*WHAT YOU SHOULD DO*: Would you count the lines in the entries below that contain "controls"? Reply with the number only.

<<<<

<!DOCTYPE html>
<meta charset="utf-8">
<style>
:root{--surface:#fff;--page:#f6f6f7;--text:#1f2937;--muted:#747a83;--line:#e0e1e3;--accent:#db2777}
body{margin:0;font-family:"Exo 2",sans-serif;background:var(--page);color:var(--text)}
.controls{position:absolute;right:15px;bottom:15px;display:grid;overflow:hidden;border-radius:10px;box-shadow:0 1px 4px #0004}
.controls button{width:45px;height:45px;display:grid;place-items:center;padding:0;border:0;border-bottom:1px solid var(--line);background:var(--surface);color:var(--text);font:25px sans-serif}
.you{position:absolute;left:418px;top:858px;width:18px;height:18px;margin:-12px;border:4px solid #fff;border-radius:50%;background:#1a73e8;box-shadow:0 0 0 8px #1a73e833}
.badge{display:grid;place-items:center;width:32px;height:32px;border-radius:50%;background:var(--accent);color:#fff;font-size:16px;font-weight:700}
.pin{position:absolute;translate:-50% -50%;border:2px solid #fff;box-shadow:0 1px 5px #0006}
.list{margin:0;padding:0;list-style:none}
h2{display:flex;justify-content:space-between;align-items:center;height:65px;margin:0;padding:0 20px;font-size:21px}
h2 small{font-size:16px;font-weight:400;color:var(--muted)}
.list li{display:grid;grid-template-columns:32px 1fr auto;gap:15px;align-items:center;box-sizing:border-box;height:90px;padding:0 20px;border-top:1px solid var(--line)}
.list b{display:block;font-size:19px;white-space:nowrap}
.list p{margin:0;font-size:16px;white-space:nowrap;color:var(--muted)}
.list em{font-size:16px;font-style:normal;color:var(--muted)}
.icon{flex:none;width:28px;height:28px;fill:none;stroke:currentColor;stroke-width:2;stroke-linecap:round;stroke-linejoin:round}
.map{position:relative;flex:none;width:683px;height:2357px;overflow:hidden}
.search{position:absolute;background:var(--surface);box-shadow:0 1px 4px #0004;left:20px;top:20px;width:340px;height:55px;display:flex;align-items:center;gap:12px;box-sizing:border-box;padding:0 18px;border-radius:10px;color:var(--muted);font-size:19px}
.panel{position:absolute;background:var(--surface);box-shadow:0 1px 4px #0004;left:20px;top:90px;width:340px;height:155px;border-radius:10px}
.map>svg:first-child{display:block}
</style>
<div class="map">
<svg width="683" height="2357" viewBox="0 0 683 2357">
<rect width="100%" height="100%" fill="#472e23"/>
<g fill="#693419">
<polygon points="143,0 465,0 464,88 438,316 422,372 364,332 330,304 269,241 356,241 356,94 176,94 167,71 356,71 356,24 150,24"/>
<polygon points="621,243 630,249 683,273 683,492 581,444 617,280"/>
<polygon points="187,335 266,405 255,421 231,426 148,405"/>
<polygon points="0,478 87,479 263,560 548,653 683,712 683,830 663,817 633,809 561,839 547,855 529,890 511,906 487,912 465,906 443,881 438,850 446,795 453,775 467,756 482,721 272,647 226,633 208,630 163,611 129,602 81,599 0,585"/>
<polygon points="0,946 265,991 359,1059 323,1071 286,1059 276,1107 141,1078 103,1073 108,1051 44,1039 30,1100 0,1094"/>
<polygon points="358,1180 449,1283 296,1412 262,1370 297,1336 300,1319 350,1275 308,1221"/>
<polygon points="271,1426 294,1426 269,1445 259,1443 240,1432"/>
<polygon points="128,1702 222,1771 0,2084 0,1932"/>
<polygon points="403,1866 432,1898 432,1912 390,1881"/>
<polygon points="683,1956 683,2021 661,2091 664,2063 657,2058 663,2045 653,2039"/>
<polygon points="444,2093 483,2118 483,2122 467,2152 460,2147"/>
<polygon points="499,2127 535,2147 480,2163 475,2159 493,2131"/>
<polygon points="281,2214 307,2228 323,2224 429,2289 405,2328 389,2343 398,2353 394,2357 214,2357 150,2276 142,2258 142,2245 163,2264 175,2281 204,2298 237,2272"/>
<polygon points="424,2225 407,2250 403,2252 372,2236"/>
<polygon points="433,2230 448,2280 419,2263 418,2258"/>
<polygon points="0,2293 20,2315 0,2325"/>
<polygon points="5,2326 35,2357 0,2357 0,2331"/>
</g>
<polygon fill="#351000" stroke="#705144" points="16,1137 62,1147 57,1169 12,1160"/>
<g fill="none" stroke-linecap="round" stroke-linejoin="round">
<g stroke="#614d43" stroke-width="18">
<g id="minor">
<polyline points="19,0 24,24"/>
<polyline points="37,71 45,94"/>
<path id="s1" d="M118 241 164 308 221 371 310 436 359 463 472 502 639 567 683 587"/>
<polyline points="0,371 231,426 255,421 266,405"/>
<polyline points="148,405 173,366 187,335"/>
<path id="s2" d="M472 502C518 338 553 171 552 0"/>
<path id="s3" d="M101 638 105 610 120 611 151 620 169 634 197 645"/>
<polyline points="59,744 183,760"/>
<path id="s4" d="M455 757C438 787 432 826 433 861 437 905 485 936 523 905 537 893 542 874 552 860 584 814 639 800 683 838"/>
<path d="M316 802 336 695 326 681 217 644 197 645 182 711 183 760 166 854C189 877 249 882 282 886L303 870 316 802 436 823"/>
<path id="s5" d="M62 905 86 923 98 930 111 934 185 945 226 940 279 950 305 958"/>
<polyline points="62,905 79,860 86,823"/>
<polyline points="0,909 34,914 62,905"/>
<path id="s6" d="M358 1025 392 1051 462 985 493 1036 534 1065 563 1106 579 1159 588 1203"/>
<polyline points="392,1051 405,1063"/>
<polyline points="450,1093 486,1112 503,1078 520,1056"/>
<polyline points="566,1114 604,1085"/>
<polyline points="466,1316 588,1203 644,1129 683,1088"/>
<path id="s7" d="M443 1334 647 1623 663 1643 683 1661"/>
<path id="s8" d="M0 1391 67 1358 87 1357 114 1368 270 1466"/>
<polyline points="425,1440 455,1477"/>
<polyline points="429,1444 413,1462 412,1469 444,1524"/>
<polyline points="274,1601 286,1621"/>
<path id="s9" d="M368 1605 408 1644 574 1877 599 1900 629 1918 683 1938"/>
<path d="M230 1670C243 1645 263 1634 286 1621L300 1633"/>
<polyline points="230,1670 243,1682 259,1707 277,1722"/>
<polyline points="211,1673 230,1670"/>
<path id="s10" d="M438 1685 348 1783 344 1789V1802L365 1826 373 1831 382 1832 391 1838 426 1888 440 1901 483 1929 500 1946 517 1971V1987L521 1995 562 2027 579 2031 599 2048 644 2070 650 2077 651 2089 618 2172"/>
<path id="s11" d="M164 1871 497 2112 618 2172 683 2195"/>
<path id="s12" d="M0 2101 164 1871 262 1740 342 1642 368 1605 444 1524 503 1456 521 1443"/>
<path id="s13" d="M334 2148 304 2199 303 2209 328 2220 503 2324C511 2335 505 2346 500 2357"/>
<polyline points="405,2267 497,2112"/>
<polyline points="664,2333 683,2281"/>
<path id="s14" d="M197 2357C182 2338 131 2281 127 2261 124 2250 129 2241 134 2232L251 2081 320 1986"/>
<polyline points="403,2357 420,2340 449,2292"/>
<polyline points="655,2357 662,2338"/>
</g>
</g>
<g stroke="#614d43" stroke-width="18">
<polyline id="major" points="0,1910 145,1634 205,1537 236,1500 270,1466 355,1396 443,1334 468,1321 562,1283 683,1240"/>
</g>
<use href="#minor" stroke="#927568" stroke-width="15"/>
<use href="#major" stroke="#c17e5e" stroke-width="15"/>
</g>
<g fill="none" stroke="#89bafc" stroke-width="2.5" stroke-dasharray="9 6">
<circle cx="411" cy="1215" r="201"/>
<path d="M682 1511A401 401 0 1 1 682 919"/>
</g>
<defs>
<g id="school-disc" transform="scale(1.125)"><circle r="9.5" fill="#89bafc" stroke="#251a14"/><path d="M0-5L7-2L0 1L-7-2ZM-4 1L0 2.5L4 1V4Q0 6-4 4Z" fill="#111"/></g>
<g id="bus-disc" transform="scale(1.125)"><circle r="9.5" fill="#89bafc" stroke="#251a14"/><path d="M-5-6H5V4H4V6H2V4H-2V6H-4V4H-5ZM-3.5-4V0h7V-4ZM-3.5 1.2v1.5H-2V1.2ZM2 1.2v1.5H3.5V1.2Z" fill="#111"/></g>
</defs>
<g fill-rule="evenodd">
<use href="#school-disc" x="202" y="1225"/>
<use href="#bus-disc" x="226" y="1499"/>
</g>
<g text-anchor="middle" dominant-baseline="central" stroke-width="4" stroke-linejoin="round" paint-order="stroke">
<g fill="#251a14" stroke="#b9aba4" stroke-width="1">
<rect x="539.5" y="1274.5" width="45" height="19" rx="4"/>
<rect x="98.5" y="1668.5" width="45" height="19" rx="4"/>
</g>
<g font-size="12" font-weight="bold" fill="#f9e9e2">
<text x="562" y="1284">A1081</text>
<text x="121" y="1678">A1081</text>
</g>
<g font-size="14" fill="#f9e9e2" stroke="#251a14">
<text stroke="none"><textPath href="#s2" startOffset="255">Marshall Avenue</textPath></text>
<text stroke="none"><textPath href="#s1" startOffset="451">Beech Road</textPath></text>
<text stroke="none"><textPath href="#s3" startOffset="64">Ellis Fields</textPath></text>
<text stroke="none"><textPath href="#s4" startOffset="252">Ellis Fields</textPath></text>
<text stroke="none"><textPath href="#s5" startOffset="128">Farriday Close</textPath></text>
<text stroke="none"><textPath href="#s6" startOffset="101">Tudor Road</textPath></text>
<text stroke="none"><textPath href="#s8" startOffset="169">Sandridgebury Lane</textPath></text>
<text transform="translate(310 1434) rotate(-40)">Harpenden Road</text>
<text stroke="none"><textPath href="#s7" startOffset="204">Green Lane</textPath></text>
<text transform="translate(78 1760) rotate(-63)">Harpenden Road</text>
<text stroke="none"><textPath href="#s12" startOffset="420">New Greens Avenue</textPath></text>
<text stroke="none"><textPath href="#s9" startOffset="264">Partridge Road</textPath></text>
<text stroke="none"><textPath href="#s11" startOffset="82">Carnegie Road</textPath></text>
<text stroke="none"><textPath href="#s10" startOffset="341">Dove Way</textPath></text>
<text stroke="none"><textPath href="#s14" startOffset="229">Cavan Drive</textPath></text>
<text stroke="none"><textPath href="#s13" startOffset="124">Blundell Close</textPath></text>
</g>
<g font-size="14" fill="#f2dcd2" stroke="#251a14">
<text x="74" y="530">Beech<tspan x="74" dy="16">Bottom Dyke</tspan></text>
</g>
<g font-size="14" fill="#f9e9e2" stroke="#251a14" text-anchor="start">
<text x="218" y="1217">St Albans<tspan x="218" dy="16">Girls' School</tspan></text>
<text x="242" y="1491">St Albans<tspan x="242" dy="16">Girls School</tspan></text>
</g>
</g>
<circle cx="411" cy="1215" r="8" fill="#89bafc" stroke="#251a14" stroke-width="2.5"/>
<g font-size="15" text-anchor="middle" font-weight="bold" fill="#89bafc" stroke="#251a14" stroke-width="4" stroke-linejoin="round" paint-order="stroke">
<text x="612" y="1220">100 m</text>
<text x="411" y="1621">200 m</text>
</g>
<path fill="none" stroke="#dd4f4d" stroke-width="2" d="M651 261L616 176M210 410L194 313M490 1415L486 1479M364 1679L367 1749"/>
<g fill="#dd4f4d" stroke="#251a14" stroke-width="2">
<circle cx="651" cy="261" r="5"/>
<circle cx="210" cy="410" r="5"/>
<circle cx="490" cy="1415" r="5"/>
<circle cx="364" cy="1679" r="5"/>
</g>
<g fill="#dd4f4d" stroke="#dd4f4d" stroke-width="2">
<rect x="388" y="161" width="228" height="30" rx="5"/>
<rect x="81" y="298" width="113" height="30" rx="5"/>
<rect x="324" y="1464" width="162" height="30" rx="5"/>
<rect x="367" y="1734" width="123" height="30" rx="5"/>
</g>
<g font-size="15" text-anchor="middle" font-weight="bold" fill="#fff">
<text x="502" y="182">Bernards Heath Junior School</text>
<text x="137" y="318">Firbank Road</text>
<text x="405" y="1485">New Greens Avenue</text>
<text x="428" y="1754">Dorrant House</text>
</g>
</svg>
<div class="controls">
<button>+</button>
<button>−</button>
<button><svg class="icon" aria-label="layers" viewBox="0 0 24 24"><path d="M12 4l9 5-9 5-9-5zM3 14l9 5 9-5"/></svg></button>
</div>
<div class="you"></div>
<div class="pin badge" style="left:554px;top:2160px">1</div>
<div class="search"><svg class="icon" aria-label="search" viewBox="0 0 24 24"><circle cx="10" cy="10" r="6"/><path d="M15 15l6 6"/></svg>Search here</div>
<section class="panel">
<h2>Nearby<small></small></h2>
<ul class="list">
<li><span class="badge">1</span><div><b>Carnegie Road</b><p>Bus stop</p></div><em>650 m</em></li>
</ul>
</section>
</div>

>>>>

*WORKED SOLUTION*: 3